# [What you need to do]
Look for the word "turn" in the records, and copy each line where it appears.

[Records from a dataset]
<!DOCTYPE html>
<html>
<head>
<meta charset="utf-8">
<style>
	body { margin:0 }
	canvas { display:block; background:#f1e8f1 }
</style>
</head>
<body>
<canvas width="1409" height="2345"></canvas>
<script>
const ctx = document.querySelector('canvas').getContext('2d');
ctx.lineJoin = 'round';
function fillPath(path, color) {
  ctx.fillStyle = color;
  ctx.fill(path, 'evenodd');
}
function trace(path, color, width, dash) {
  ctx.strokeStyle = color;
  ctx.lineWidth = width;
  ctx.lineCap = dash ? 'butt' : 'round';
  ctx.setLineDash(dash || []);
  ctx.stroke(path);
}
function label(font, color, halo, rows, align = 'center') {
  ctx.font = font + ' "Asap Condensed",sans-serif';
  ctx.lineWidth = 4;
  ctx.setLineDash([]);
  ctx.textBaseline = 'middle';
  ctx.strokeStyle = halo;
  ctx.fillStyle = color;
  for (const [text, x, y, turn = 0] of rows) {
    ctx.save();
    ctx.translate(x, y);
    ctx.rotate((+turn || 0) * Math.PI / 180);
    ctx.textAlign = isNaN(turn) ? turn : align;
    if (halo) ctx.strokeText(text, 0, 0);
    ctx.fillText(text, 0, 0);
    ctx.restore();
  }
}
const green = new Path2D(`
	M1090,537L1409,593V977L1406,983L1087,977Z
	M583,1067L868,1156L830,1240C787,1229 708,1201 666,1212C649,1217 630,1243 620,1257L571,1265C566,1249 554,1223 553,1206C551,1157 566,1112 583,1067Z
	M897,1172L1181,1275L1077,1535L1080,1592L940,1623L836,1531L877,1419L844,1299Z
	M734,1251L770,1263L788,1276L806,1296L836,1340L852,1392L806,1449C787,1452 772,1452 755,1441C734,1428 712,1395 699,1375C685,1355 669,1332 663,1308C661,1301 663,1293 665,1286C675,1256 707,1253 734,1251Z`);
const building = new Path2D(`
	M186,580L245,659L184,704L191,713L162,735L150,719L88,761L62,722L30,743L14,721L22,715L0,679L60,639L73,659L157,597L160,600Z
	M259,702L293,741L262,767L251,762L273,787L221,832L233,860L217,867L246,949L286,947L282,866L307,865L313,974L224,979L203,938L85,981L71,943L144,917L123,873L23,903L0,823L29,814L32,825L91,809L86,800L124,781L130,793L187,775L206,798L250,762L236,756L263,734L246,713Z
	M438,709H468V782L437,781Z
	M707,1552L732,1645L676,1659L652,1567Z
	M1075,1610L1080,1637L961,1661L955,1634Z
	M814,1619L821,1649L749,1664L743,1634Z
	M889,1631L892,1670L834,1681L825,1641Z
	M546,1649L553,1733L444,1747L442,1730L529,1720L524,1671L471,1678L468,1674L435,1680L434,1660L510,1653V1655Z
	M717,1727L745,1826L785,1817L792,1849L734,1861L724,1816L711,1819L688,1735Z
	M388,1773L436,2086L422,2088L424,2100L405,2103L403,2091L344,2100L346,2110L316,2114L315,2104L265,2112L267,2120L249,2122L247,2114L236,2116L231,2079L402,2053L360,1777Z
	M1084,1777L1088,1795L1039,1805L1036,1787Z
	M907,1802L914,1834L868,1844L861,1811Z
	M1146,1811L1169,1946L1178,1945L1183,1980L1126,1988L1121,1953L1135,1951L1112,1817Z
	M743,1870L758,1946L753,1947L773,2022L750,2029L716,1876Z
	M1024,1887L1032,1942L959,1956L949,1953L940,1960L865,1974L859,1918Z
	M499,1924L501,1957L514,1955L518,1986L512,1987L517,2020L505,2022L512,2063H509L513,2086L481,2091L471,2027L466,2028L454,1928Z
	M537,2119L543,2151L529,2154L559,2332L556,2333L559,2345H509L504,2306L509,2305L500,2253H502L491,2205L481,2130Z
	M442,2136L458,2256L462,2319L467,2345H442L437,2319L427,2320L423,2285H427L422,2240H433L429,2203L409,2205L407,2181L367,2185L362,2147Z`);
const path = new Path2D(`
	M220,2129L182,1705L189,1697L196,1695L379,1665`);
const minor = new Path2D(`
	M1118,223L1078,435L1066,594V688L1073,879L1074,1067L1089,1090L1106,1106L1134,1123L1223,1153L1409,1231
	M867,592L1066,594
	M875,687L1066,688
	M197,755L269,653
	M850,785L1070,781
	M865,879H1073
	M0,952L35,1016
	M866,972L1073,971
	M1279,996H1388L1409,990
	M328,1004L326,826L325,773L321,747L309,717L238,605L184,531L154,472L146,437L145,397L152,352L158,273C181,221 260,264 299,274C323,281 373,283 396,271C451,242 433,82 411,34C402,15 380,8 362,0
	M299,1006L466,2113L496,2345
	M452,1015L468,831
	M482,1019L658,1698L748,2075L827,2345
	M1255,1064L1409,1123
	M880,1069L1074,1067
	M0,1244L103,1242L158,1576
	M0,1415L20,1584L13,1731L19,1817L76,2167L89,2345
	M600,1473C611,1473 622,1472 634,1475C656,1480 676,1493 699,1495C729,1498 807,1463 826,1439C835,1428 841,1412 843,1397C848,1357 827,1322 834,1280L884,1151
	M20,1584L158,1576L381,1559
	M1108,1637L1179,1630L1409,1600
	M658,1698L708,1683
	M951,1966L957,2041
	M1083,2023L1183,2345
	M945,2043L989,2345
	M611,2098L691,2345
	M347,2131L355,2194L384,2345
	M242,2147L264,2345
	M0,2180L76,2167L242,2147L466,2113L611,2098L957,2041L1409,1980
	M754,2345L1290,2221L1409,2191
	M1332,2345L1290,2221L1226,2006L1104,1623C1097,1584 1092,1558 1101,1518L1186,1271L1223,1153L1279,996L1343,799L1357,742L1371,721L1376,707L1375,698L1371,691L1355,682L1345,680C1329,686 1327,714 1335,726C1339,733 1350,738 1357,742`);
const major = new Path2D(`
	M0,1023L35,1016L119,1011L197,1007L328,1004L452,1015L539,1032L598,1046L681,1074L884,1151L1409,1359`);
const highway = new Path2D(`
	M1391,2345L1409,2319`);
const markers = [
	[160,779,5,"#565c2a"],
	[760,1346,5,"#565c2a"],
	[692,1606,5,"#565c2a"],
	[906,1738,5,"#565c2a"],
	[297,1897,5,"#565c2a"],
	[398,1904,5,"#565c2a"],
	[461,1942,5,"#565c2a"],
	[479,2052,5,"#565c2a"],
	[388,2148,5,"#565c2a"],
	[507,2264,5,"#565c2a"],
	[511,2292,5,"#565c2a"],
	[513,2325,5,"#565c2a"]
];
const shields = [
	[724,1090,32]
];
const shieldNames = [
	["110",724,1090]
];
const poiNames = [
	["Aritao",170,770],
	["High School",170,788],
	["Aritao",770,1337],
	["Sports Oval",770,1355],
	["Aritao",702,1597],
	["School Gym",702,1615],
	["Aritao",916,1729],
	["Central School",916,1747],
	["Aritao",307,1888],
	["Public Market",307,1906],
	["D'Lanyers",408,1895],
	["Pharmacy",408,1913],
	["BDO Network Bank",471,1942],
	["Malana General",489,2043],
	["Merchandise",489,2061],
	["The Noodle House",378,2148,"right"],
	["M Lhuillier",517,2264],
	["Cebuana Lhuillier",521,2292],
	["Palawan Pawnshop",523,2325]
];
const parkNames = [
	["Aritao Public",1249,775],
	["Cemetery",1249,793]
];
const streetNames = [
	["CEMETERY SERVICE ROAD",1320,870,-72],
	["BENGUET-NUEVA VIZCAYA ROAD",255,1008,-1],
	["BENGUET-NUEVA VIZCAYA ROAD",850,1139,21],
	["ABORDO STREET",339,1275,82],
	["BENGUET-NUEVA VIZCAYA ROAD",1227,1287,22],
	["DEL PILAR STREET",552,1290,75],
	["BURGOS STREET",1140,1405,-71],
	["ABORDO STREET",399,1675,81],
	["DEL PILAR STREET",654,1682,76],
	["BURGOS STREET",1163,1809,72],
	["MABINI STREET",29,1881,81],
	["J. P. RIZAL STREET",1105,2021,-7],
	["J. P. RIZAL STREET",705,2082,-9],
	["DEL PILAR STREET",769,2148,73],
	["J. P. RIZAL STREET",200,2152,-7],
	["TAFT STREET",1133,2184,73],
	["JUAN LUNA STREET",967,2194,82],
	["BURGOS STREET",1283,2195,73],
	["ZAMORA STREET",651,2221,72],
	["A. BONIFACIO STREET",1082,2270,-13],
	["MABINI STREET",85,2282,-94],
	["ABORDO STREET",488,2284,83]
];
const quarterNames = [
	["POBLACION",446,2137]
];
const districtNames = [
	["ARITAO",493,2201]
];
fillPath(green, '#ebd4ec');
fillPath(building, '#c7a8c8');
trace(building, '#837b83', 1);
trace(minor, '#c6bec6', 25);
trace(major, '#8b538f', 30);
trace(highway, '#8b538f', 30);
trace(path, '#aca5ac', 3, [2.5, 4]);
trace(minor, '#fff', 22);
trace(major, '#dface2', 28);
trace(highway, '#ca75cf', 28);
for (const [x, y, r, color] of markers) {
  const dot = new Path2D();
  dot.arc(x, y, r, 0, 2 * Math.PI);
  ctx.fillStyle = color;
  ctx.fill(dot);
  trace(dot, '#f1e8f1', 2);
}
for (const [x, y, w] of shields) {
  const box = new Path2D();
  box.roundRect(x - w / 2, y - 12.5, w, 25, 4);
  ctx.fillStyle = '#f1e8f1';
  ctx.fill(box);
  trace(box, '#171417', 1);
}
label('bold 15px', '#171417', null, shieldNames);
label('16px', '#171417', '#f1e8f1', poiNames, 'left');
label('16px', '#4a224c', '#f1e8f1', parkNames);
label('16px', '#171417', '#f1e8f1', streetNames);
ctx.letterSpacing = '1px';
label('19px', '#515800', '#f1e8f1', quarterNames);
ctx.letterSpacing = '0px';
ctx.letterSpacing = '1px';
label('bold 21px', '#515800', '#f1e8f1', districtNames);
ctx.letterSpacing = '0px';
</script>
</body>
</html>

# [Response]
  for (const [text, x, y, turn = 0] of rows) {
    ctx.rotate((+turn || 0) * Math.PI / 180);
    ctx.textAlign = isNaN(turn) ? turn : align;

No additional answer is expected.